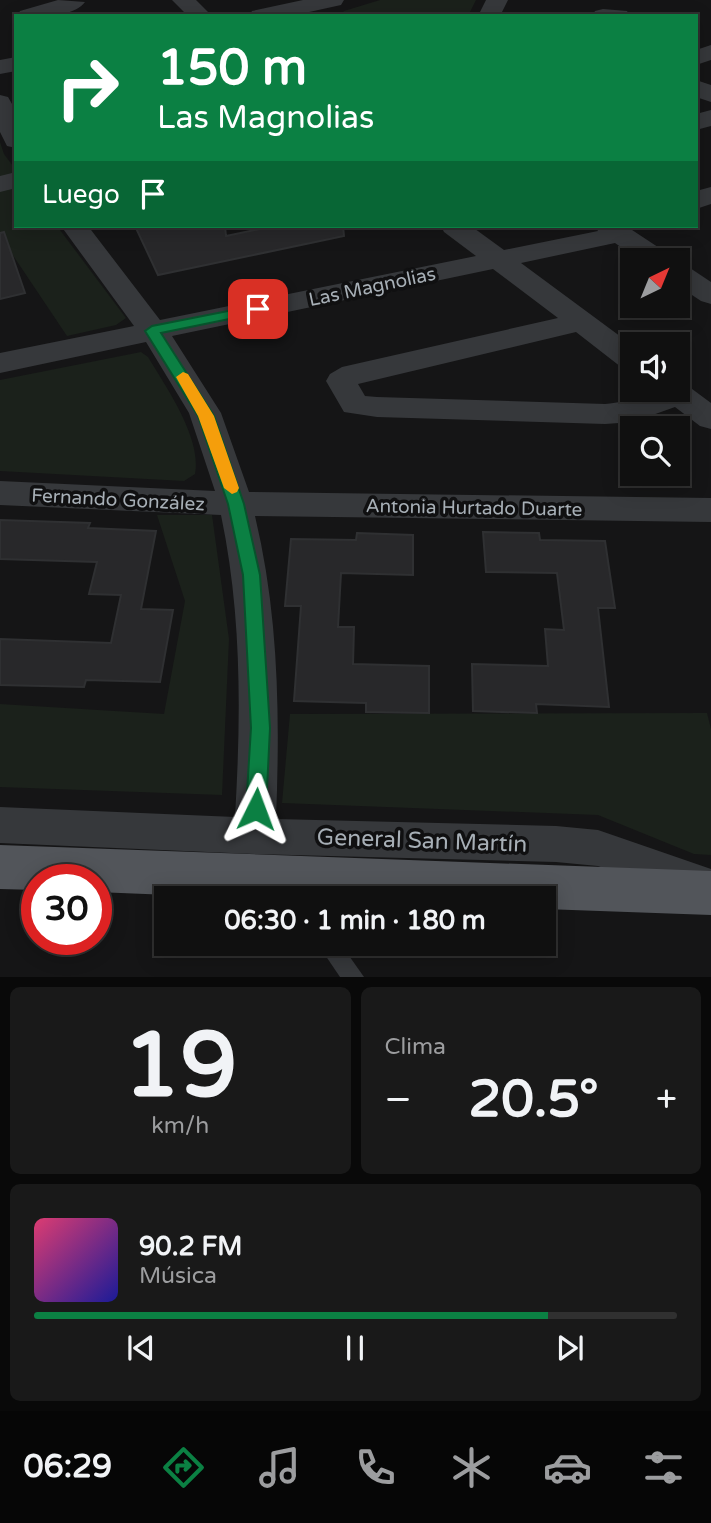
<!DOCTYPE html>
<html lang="es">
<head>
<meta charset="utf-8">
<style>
  body { margin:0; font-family:"Varela Round",sans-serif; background:#191919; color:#f1f3f6; height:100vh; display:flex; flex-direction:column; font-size:26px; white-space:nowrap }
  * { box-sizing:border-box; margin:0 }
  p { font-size:23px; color:#9c9d9f }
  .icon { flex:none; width:38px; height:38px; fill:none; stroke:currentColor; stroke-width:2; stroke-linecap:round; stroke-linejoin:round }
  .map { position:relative; height:977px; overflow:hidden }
  .drawer { display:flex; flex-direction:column; gap:10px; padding:10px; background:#090909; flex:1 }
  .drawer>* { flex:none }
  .guide { position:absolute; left:14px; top:14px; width:684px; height:214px; border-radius:0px; box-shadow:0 4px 18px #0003,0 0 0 2px #303030; background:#0b8043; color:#fff; overflow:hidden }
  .needle { width:46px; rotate:43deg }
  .buttons { position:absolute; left:620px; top:248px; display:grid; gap:14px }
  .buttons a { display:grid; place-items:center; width:70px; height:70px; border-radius:0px; background:#101010; box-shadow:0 4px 18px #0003,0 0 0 2px #303030; font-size:35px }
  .speed { position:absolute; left:21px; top:864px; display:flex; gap:14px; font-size:35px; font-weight:700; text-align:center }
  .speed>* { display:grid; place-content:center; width:91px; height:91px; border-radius:50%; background:#101010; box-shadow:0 4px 18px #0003,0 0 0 2px #303030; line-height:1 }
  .speed .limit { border:10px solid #d22; background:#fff; color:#111 }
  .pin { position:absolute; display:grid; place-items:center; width:60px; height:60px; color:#fff; margin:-30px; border-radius:14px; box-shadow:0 4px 10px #0006 }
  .me { position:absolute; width:77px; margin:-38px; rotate:3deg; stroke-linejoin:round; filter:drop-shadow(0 0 5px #0008) }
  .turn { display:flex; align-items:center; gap:24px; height:147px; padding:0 28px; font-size:32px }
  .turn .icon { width:91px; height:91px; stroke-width:2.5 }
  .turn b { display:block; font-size:49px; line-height:60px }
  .then { display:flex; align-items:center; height:66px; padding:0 28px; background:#0003; gap:14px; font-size:26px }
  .big { font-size:52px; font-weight:800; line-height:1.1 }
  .drawer .tile { flex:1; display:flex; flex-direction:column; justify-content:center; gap:10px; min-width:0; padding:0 24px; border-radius:10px; background:#191919 }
  .drawer .dial { align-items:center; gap:0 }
  .dial b { font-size:91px; line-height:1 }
  .song { display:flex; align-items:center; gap:21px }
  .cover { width:84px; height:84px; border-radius:10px; background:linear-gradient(135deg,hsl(340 70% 55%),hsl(240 70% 35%)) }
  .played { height:7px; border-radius:4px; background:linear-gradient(90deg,#0b8043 80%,#303030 80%) }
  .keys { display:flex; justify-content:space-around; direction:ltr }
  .heat { display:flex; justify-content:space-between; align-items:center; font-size:38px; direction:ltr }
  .drawer .tiles { flex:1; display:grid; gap:10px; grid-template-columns:1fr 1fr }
  .tile:last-child { grid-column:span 2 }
  .trip { position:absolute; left:154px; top:886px; width:402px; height:70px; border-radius:0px; background:#101010; box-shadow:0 4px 18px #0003,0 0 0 2px #303030; font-weight:800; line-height:70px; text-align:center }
  .menu { display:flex; height:112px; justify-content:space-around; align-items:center; background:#060606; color:#9c9d9f }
  .menu .icon { width:49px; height:49px }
  .menu .selected { color:#0b8043 }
  .menu b { font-size:32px; color:#f1f3f6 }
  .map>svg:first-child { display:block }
  .green { fill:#1b211b }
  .building { fill:#28282a; stroke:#2f3032; stroke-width:2 }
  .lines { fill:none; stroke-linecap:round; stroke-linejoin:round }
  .service { fill:#36383b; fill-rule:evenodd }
  .minor { fill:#36383b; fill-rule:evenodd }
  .primary { fill:#52555a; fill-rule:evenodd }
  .route { fill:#0b8043; stroke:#07532c; stroke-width:2 }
  .slow { fill:#f59e0b }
  .labels { text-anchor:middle; stroke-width:7; stroke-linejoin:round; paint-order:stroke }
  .street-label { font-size:19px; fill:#a7afb6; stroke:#101011 }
  .near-street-label { font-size:23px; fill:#a7afb6; stroke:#101011 }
</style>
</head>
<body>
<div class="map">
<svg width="711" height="977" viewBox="0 0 711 977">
  <rect width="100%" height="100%" fill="#151516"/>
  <path class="green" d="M380,0H476L468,16L340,15L344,11Z
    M0,142L4,154L16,170V226H57L126,318L116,325L67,336L0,236Z
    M141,352L148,357C166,387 202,438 195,474L184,481L0,471V380Z
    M157,515H212L229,639L222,795L0,787V704L164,714L185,601Z
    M707,713L711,729V855L694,854L598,815L282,803L290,714Z"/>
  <path class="building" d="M135,226H225L226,236L274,226H343L344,236L158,275Z
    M4,232L25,293L0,299V233Z
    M0,520L90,523L88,528L156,531L141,609L173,610L160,682L86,680L84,687L0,685V639L111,643L121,595L89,594L97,562L0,559Z
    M483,532L539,533L540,540L605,541L615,608H598L609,707L536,704L537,713L473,711L472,664L548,666L545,629L564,630L557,573L486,572Z
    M357,533L413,535V575L341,573L338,627H354L353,664L429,666V713L366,712V703L294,701L301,606H285L291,539L356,540Z"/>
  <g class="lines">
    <path class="service" d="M317,943H340L364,977H340Z"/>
    <path class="minor" d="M58,0L85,2C72,19 36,16 17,16L20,11Z
      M172,0H196L212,16H188Z
      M303,0H344L341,5L291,16H249L252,11Z
      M486,0H508L500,16H478Z
      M603,9L627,11L630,16H592L595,11Z
      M711,45V60L696,65V50Z
      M16,57V71L0,74V60Z
      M696,80L711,85V102L696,97Z
      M0,95L8,97L16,111V148L7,146L0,132Z
      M711,110V126L696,130V114Z
      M16,172V188L0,192V176Z
      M711,187V204L696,209V191Z
      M61,226H88L160,320L476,256L444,232L441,226H471L504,250L598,231L595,226H626L670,255L674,261H641L615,243L521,263L632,345V369L621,367L576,332L358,384L365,396L377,397L605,404C633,402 652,390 677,390V381L684,383L711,403V429L700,426L675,407L633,422L605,424L377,417L344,412L326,381L330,374L342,367L558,318L493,269L172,336L221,413L249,492L711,498V522L255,516C279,616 280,717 276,819L556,826L598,830L711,869V907L598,866L556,862L254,854L0,843V807L235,817C241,716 242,615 221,515L0,505V481L215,491L189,413L146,342L0,373V353L134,326Z
      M677,264L687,266L711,282V304L701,301L677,285Z"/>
    <path class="primary" d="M0,845L711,871V915L544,909V898H244L96,892V880H37V890L0,889Z"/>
  </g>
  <path class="route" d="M258,305L263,306V312L161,333L214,416L244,504L260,575L270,728L266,809L263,815L256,818L249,815L246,809L251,728L243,575L228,504L198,416L145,331L152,326Z"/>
  <path class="slow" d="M183,372L188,374L214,416L239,488L237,492L232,494L224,488L198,416L176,377Z"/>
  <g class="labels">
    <g class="street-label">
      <text transform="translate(372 286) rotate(-12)" y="7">Las Magnolias</text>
      <text transform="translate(118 499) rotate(3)" y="7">Fernando González</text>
      <text transform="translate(474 507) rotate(1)" y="7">Antonia Hurtado Duarte</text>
    </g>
    <g class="near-street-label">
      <text transform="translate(422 840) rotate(2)" y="8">General San Martín</text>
    </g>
  </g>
</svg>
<div class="buttons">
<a><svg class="needle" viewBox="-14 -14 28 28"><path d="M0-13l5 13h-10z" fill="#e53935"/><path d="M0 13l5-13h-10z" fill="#9c9d9f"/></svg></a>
<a><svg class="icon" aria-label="sound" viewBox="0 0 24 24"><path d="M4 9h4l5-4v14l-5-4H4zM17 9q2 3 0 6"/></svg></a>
<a><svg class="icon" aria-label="search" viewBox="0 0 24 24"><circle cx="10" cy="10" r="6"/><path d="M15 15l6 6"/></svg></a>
</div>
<div class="speed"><div class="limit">30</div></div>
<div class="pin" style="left:258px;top:309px;background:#d93025"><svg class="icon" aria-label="arrive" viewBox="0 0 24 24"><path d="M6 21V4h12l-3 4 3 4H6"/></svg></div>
<svg class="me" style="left:256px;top:809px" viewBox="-20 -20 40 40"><path d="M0-17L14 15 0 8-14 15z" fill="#0b8043" stroke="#fff" stroke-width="4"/></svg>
<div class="trip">06:30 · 1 min · 180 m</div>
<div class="guide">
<div class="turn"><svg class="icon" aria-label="right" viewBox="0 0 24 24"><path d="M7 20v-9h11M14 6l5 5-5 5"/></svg><div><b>150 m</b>Las Magnolias</div></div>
<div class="then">Luego<svg class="icon" aria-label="arrive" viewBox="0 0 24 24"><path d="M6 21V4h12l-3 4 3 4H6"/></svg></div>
</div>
</div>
<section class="drawer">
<div class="tiles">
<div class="tile dial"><b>19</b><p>km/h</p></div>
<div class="tile"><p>Clima</p>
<div class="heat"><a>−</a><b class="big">20.5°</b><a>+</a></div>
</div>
<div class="tile">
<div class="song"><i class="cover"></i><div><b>90.2 FM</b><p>Música</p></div></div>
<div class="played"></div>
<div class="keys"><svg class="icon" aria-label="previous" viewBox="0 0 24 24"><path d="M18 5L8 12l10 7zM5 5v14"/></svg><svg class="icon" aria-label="pause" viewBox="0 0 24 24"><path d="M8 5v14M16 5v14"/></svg><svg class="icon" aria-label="next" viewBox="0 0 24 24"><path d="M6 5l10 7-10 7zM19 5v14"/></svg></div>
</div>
</div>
</section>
<nav class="menu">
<b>06:29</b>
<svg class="icon selected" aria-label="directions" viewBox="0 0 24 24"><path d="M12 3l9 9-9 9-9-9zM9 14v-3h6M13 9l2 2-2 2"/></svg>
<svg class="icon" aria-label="music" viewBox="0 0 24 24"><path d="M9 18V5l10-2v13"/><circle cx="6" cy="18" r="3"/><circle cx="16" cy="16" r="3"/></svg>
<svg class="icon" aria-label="phone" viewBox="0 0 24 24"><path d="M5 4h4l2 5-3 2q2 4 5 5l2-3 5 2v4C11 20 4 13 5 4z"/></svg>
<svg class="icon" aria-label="climate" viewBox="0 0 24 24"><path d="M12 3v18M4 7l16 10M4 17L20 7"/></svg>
<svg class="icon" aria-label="car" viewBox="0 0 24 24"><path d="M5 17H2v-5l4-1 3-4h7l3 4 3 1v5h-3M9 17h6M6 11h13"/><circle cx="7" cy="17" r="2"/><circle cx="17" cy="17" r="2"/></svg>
<svg class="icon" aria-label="filters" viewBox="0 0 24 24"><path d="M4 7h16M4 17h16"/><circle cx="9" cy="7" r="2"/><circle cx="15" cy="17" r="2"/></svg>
</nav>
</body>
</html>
+===+
#### What you should do
Output exactly the lines of the material above from the one containing "3l9 9-9 9-9-9zM9" up to and including the one containing "4h4l2 5-3 2q2".

#### Completed exercise
<svg class="icon selected" aria-label="directions" viewBox="0 0 24 24"><path d="M12 3l9 9-9 9-9-9zM9 14v-3h6M13 9l2 2-2 2"/></svg>
<svg class="icon" aria-label="music" viewBox="0 0 24 24"><path d="M9 18V5l10-2v13"/><circle cx="6" cy="18" r="3"/><circle cx="16" cy="16" r="3"/></svg>
<svg class="icon" aria-label="phone" viewBox="0 0 24 24"><path d="M5 4h4l2 5-3 2q2 4 5 5l2-3 5 2v4C11 20 4 13 5 4z"/></svg>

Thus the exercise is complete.